- [Aim of the task] Of all the entries below, only the lines from the one with "M 159,441 L 198,463 L 157,534 L 118,511 Z" up to and including the one with "M 618,564 L 682,604 L 659,640 L 595,601 Z" are to be duplicated exactly.

- [Excerpted records]
::::::::::
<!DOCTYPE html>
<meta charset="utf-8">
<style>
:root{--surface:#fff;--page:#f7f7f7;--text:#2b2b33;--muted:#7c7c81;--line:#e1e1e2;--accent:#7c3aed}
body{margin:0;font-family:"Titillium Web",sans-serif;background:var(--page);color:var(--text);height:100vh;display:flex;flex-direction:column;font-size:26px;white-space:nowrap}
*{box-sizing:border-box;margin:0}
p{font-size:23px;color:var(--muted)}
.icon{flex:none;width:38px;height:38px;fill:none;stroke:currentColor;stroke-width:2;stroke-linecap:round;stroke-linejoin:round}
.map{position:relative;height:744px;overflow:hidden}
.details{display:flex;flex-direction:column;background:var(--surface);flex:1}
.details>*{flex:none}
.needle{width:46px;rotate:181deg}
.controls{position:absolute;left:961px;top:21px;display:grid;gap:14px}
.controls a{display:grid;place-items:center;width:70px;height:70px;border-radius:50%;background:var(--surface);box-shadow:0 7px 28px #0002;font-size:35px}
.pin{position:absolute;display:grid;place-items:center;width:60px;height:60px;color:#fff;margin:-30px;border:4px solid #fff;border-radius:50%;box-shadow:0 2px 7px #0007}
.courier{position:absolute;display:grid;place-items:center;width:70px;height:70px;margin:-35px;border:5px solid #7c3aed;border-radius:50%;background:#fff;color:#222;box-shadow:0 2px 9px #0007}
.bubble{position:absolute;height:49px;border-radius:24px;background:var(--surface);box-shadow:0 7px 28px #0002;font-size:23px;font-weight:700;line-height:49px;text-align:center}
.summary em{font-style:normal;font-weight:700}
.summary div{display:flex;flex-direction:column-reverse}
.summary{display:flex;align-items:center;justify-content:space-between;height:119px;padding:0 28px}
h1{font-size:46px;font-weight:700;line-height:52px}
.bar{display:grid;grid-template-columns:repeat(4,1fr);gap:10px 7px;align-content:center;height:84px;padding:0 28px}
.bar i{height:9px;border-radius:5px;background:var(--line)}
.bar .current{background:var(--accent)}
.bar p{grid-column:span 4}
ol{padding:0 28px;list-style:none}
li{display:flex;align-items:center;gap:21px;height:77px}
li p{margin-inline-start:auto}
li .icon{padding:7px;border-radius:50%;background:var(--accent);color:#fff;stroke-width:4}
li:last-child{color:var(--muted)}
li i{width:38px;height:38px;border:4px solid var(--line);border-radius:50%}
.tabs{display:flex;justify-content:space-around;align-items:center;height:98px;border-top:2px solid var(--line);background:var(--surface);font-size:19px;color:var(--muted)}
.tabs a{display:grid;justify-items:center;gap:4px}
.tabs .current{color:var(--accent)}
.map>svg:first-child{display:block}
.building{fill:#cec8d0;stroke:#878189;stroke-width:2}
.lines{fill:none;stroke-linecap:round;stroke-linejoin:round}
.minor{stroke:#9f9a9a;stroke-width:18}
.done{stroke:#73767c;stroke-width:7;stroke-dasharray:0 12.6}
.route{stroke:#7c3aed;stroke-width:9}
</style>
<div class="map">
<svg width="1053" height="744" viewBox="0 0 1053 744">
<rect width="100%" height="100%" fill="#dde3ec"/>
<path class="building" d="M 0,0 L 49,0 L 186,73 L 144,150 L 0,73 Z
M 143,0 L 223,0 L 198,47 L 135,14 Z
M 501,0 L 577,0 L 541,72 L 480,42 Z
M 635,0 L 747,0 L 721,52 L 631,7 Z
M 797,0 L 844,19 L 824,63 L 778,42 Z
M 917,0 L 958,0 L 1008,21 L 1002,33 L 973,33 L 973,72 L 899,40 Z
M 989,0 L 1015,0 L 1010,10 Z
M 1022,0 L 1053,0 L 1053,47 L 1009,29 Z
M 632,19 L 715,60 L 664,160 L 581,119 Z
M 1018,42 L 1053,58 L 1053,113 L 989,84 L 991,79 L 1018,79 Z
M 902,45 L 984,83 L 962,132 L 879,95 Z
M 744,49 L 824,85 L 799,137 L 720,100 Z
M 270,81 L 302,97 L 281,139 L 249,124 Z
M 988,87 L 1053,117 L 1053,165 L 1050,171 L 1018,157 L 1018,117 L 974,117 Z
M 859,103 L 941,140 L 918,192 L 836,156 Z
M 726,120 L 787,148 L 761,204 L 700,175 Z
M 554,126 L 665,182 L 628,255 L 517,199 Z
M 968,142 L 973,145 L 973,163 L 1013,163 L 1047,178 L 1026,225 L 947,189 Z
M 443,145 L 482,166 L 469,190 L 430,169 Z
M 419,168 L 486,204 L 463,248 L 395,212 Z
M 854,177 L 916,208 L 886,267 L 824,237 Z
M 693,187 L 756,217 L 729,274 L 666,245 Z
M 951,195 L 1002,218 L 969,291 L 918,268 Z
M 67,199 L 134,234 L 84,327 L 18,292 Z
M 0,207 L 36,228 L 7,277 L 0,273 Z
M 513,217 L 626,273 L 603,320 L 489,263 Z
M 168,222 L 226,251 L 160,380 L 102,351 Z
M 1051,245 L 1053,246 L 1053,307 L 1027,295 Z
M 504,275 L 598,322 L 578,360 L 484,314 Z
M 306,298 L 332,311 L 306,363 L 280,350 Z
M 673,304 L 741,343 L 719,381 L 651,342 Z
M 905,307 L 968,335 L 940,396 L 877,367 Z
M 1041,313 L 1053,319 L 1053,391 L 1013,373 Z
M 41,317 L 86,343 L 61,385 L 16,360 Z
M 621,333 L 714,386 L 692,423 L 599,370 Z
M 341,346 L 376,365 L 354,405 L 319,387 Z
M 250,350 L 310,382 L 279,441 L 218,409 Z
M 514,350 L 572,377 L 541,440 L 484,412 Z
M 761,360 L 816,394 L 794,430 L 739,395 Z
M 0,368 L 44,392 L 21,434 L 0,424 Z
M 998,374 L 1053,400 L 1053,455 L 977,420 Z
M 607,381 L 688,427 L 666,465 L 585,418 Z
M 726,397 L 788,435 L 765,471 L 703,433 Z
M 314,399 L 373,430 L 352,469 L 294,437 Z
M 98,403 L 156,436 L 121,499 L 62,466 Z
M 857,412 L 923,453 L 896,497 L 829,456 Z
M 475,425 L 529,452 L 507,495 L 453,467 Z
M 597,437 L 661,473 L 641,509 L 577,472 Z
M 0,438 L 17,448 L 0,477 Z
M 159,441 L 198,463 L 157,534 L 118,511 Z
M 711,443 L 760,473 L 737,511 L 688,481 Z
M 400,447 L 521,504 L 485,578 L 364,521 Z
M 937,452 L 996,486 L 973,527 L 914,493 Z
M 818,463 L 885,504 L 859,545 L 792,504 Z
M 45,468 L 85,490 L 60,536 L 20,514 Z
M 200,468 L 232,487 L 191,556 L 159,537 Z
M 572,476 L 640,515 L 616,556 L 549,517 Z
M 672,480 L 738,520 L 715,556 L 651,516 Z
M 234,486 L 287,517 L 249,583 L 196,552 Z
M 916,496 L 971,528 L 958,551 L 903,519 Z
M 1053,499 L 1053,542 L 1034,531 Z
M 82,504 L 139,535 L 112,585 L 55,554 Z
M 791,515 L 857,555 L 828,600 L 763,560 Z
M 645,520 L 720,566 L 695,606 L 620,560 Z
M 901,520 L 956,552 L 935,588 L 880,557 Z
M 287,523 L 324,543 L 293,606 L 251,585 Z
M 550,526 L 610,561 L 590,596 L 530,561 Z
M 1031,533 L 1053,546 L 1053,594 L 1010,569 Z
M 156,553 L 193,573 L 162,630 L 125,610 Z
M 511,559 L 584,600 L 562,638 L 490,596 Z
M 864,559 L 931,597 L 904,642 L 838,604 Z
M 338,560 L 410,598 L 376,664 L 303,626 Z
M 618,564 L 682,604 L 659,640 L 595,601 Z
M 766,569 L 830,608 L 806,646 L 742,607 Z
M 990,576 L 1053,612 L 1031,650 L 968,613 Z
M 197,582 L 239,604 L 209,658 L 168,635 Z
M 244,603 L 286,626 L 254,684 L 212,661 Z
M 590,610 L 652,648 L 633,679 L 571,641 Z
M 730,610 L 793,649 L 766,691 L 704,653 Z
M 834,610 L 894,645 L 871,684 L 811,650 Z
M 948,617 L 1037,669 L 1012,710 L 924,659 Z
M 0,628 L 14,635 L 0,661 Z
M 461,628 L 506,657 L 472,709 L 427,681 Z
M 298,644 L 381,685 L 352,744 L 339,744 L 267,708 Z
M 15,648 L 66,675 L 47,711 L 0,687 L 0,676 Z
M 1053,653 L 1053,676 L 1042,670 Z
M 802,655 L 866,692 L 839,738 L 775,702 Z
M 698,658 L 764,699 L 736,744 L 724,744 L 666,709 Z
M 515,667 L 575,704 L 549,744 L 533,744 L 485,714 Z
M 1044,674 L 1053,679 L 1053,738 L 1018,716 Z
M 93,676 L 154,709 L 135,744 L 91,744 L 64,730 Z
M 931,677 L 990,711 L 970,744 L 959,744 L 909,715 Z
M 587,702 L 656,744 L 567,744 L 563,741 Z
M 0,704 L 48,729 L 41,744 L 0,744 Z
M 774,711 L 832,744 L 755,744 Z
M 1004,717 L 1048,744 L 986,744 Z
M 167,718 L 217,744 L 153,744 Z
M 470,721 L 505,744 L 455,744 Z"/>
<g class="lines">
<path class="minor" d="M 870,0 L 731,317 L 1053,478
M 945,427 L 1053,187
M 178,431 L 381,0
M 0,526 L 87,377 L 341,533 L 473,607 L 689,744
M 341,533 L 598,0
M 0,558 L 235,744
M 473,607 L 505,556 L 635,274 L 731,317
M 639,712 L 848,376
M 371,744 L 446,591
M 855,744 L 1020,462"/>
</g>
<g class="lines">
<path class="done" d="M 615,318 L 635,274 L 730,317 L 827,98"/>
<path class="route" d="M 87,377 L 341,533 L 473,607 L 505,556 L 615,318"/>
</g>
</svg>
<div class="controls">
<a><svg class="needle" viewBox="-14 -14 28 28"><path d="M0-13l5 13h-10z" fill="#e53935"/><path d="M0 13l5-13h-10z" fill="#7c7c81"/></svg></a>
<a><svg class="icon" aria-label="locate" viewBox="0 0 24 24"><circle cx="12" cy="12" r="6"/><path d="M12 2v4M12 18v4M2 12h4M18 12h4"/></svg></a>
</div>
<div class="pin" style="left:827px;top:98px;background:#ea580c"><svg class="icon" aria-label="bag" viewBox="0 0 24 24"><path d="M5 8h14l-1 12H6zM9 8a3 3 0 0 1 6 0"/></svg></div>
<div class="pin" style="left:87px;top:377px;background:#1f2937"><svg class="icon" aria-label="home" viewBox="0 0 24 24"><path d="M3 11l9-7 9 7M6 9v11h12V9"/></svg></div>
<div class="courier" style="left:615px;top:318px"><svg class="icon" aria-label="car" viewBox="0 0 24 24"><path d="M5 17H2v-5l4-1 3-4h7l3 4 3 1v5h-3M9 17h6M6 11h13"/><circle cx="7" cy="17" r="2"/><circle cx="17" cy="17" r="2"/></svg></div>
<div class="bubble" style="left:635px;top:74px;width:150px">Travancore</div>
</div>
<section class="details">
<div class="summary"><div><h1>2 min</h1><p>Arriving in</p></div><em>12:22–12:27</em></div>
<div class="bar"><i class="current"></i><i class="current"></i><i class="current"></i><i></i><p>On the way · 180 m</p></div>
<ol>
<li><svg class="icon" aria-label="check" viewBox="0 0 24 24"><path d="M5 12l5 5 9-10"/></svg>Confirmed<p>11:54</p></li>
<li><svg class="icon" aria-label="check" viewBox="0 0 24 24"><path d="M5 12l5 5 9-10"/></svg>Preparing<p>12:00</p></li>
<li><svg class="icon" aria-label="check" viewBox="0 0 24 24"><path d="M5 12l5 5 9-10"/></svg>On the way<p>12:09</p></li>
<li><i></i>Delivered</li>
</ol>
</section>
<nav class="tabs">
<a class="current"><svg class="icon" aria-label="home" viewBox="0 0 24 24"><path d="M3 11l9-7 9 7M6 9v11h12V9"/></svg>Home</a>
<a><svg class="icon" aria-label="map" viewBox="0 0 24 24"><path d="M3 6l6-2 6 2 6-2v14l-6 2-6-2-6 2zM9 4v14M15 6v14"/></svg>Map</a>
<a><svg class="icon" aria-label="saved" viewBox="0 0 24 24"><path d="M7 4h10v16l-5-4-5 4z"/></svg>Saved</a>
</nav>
::::::::::
- [Solution]
M 159,441 L 198,463 L 157,534 L 118,511 Z
M 711,443 L 760,473 L 737,511 L 688,481 Z
M 400,447 L 521,504 L 485,578 L 364,521 Z
M 937,452 L 996,486 L 973,527 L 914,493 Z
M 818,463 L 885,504 L 859,545 L 792,504 Z
M 45,468 L 85,490 L 60,536 L 20,514 Z
M 200,468 L 232,487 L 191,556 L 159,537 Z
M 572,476 L 640,515 L 616,556 L 549,517 Z
M 672,480 L 738,520 L 715,556 L 651,516 Z
M 234,486 L 287,517 L 249,583 L 196,552 Z
M 916,496 L 971,528 L 958,551 L 903,519 Z
M 1053,499 L 1053,542 L 1034,531 Z
M 82,504 L 139,535 L 112,585 L 55,554 Z
M 791,515 L 857,555 L 828,600 L 763,560 Z
M 645,520 L 720,566 L 695,606 L 620,560 Z
M 901,520 L 956,552 L 935,588 L 880,557 Z
M 287,523 L 324,543 L 293,606 L 251,585 Z
M 550,526 L 610,561 L 590,596 L 530,561 Z
M 1031,533 L 1053,546 L 1053,594 L 1010,569 Z
M 156,553 L 193,573 L 162,630 L 125,610 Z
M 511,559 L 584,600 L 562,638 L 490,596 Z
M 864,559 L 931,597 L 904,642 L 838,604 Z
M 338,560 L 410,598 L 376,664 L 303,626 Z
M 618,564 L 682,604 L 659,640 L 595,601 Z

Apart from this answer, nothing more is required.